"""

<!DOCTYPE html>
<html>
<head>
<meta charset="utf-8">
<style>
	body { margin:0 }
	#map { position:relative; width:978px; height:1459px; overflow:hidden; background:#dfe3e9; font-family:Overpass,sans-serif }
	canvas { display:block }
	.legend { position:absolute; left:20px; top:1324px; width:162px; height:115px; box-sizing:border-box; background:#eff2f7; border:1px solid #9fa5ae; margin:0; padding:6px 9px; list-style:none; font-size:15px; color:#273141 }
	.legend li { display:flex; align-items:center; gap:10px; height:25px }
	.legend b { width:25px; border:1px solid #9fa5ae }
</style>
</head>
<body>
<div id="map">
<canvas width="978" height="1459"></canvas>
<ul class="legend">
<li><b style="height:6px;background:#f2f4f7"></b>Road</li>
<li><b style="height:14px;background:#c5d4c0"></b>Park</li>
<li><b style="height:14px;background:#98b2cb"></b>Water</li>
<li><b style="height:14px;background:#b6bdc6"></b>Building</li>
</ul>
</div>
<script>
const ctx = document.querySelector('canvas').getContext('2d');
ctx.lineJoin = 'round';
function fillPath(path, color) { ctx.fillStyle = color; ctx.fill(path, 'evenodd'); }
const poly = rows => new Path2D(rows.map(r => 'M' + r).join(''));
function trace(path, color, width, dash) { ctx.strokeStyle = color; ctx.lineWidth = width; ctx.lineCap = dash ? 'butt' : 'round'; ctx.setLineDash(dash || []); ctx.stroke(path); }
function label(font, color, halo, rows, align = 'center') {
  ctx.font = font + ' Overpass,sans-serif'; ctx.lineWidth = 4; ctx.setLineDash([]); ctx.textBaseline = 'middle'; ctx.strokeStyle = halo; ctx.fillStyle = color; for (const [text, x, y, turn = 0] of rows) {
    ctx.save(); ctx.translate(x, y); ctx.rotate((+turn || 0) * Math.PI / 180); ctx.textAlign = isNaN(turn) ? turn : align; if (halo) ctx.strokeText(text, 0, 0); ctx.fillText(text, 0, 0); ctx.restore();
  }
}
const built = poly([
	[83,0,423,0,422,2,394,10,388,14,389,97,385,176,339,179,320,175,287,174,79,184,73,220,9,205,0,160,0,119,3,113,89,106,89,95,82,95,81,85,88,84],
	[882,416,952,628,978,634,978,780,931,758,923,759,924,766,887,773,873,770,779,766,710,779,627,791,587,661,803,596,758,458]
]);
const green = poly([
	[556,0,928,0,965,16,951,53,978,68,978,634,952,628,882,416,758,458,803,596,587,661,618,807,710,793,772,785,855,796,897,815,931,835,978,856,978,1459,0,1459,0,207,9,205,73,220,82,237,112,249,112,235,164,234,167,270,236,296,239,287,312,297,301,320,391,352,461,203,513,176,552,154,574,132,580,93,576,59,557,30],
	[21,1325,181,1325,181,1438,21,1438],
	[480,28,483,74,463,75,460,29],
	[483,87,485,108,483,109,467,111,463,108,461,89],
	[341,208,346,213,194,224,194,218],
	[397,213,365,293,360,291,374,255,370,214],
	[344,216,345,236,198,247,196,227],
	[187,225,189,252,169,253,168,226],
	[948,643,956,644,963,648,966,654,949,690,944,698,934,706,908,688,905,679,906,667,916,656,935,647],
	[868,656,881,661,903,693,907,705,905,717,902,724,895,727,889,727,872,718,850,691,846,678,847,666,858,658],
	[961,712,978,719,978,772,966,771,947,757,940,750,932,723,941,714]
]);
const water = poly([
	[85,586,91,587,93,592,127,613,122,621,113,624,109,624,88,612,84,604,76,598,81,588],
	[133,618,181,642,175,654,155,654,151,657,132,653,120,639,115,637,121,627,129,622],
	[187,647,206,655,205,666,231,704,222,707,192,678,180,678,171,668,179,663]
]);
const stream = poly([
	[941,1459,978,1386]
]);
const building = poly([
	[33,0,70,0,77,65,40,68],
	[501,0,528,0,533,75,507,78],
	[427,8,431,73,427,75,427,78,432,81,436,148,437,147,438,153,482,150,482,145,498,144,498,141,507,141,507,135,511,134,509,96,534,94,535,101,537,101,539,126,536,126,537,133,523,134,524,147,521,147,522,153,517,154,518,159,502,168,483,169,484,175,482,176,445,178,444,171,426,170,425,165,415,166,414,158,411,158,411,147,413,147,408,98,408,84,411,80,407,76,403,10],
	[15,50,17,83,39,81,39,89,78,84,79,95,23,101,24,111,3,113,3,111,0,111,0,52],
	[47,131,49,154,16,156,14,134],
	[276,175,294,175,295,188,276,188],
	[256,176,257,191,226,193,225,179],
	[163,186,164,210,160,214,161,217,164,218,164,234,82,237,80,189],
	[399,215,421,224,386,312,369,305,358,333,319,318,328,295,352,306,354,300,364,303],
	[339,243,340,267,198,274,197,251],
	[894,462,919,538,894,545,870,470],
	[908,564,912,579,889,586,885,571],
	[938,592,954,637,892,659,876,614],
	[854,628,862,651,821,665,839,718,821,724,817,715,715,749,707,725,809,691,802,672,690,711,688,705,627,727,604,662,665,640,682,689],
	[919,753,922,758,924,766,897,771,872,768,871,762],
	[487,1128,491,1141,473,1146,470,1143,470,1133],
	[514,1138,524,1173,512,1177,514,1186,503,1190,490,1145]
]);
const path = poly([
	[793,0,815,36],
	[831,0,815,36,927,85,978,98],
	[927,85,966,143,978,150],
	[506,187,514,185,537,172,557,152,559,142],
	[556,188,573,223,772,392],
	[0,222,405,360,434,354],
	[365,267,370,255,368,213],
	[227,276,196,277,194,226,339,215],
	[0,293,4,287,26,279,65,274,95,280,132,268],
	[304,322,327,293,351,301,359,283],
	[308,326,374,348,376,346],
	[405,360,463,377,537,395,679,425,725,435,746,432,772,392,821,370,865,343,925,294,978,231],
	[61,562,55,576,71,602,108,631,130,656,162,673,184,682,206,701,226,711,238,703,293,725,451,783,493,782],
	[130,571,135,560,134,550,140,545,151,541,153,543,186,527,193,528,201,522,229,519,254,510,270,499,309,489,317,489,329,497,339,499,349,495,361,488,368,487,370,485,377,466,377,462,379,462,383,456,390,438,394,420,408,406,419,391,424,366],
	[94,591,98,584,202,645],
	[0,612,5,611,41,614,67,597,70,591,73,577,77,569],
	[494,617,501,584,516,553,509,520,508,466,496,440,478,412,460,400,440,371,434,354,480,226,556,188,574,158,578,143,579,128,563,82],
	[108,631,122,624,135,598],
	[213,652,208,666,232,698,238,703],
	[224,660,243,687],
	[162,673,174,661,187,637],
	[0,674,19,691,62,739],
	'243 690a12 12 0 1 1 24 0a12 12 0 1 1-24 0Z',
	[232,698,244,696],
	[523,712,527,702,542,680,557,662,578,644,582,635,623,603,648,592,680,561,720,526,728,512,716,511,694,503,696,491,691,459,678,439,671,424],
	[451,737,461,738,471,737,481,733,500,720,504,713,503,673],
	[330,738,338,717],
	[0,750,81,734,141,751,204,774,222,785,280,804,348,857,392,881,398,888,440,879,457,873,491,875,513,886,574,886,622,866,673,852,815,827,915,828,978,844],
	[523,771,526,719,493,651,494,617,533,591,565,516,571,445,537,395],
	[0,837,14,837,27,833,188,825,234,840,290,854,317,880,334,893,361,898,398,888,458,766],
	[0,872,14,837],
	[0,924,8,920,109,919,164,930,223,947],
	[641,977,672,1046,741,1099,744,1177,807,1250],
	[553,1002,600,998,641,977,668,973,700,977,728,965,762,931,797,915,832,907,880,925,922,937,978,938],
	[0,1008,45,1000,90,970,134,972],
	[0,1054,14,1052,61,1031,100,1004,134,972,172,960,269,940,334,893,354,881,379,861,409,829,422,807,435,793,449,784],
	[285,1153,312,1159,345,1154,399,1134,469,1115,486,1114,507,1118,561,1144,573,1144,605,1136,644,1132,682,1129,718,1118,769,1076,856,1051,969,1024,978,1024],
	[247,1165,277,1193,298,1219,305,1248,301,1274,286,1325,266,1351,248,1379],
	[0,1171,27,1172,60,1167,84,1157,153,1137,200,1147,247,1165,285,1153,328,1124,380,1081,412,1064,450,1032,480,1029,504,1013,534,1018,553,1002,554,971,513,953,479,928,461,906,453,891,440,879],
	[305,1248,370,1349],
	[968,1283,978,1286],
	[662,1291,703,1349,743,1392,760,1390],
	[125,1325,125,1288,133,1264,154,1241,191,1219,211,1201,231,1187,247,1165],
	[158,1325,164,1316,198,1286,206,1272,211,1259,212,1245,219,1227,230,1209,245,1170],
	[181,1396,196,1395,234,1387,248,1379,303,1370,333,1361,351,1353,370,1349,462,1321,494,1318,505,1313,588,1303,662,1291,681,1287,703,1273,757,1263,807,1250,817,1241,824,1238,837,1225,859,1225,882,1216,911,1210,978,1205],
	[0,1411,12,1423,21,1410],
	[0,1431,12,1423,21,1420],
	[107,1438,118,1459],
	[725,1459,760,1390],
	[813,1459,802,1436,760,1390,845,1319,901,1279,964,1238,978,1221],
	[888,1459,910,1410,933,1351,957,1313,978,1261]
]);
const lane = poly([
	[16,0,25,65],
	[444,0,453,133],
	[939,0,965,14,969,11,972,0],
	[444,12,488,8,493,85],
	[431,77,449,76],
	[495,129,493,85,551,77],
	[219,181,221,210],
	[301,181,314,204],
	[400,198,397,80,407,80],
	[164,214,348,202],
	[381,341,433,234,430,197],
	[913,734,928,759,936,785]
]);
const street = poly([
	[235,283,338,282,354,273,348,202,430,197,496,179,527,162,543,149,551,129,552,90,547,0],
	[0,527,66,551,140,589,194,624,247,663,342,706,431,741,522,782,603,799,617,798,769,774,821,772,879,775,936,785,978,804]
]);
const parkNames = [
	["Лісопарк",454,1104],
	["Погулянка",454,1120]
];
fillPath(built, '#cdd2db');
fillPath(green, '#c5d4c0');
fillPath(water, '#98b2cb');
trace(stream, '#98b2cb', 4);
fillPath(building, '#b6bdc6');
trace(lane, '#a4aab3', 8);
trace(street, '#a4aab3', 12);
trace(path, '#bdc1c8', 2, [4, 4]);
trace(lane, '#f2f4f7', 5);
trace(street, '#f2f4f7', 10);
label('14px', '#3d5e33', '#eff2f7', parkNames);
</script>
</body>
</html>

"""

• _WORK INSTRUCTION_:
Nothing but the lines from the start of the data above through the line with "function label(font, color, halo, rows, align" should appear in your answer, copied exactly.

• _ANSWER TO THIS PROBLEM_:
<!DOCTYPE html>
<html>
<head>
<meta charset="utf-8">
<style>
	body { margin:0 }
	#map { position:relative; width:978px; height:1459px; overflow:hidden; background:#dfe3e9; font-family:Overpass,sans-serif }
	canvas { display:block }
	.legend { position:absolute; left:20px; top:1324px; width:162px; height:115px; box-sizing:border-box; background:#eff2f7; border:1px solid #9fa5ae; margin:0; padding:6px 9px; list-style:none; font-size:15px; color:#273141 }
	.legend li { display:flex; align-items:center; gap:10px; height:25px }
	.legend b { width:25px; border:1px solid #9fa5ae }
</style>
</head>
<body>
<div id="map">
<canvas width="978" height="1459"></canvas>
<ul class="legend">
<li><b style="height:6px;background:#f2f4f7"></b>Road</li>
<li><b style="height:14px;background:#c5d4c0"></b>Park</li>
<li><b style="height:14px;background:#98b2cb"></b>Water</li>
<li><b style="height:14px;background:#b6bdc6"></b>Building</li>
</ul>
</div>
<script>
const ctx = document.querySelector('canvas').getContext('2d');
ctx.lineJoin = 'round';
function fillPath(path, color) { ctx.fillStyle = color; ctx.fill(path, 'evenodd'); }
const poly = rows => new Path2D(rows.map(r => 'M' + r).join(''));
function trace(path, color, width, dash) { ctx.strokeStyle = color; ctx.lineWidth = width; ctx.lineCap = dash ? 'butt' : 'round'; ctx.setLineDash(dash || []); ctx.stroke(path); }
function label(font, color, halo, rows, align = 'center') {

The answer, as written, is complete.